Et si la crise développait la conscience sociale des jeunes ?

Sujet dans 'Réactions aux articles' lancé par Justine_, le 15 juillet 2013.

  1. Justine_

    Justine_
    Expand Collapse
    En hibernation
    Membre de l'équipe

  2. free-spirit

    free-spirit
    Expand Collapse

    Salut :)
    Cette etude a ete faite aux Etats-Unis et je ne pense pas que cela soit le cas en France en effet je pense meme que c‘est l‘inverse, que les ados deviennent plus individualistes.
     
  3. Moutik

    Moutik
    Expand Collapse
    ^_^

    Salut :)

    C'est vrai que la réaction des jeunes français est surement bien différente que celle des américains, mais je ne crois pas qu'ils deviennent plus individualistes. Les jeunes français ont bien conscience de la crise, ils ont bien conscience qu'ils vont galérer dans les années à venir, qu'il va falloir s’arracher pour obtenir un boulot, et dans cette optique, ils s'entraident tout en tentant chacun de son côté de tirer son épingle du jeu.

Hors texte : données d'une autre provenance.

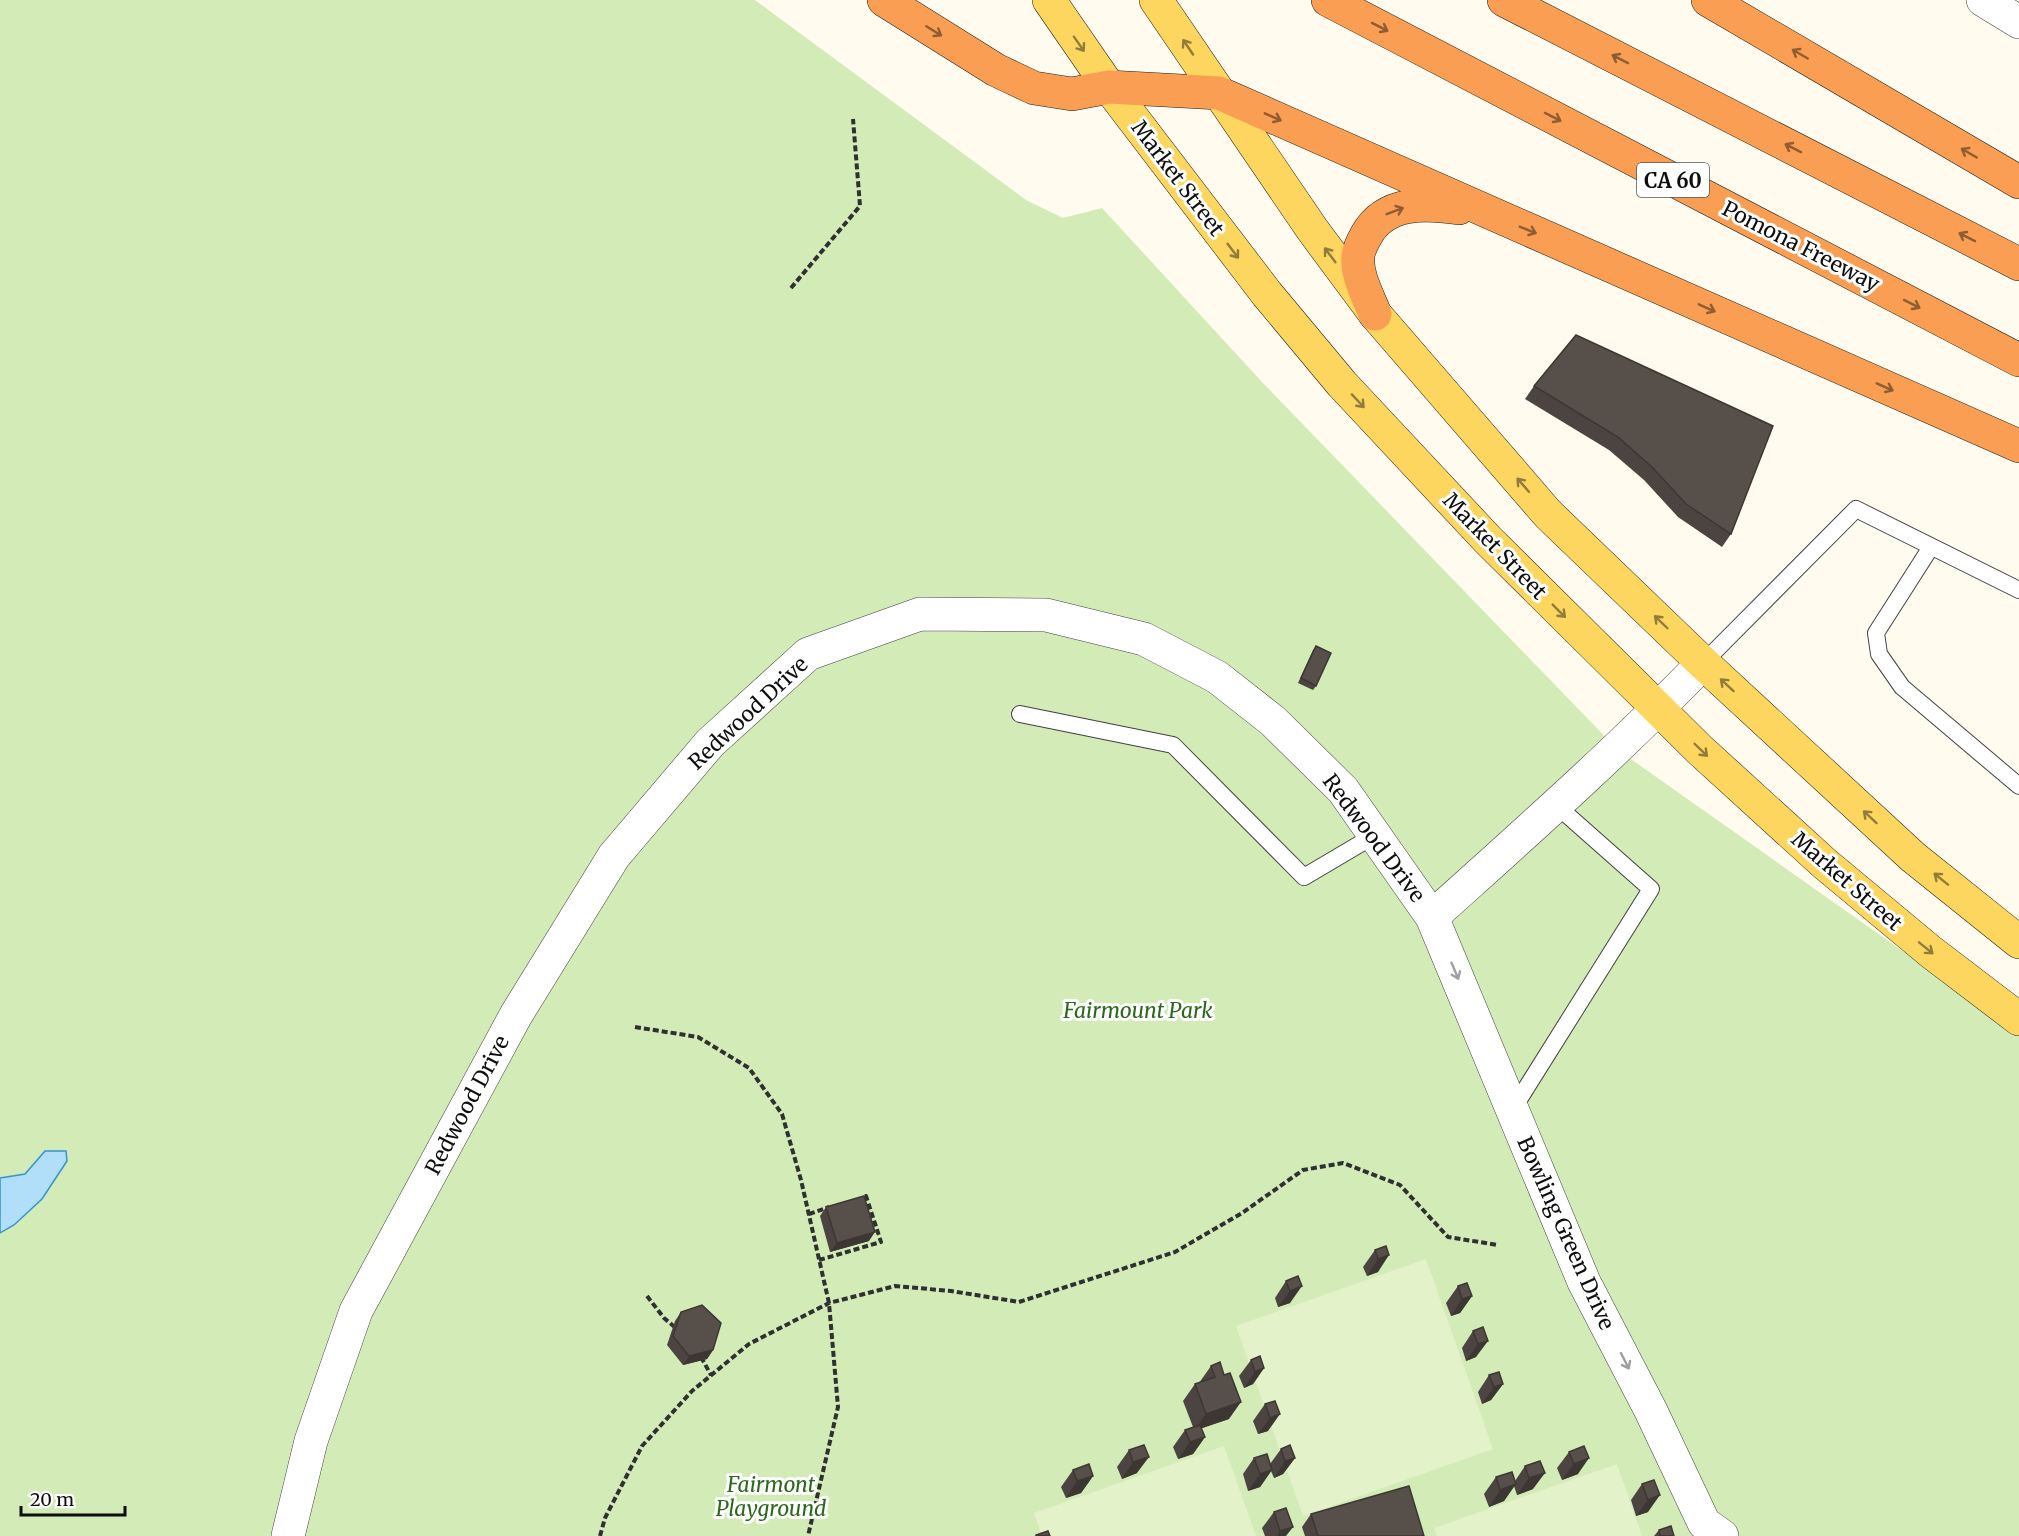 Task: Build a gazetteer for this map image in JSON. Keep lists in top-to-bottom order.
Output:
{
  "streets": {
    "highway": ["CA 60", "Pomona Freeway"],
    "main road": ["Market Street"],
    "street": ["Redwood Drive", "Bowling Green Drive"]
  },
  "crossings": [
    ["Market Street", "Redwood Drive"],
    ["Redwood Drive", "Bowling Green Drive"]
  ],
  "one_way": ["Bowling Green Drive"],
  "parks": ["Fairmount Park", "Fairmont Playground"],
  "scale_bar": "20 m"
}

    J'ai donné des cours de soutien scolaires aux élèves volontaires d'un collège. Un groupe de 4 ou 5 élèves de 3ème a voulu me poser des questions sur ce que je faisais comme étude (je suis en école d'ingénieur), si le lycée c'est difficile, si dans ma branche il y a du boulot à la sortie... J'étais pas aussi inquiète pour mon avenir à cette époque moi. Et la ce petit groupe de filles de 15 ans à peine débattaient au sujet du lycée, du boulot, des licenciements dans les entreprises...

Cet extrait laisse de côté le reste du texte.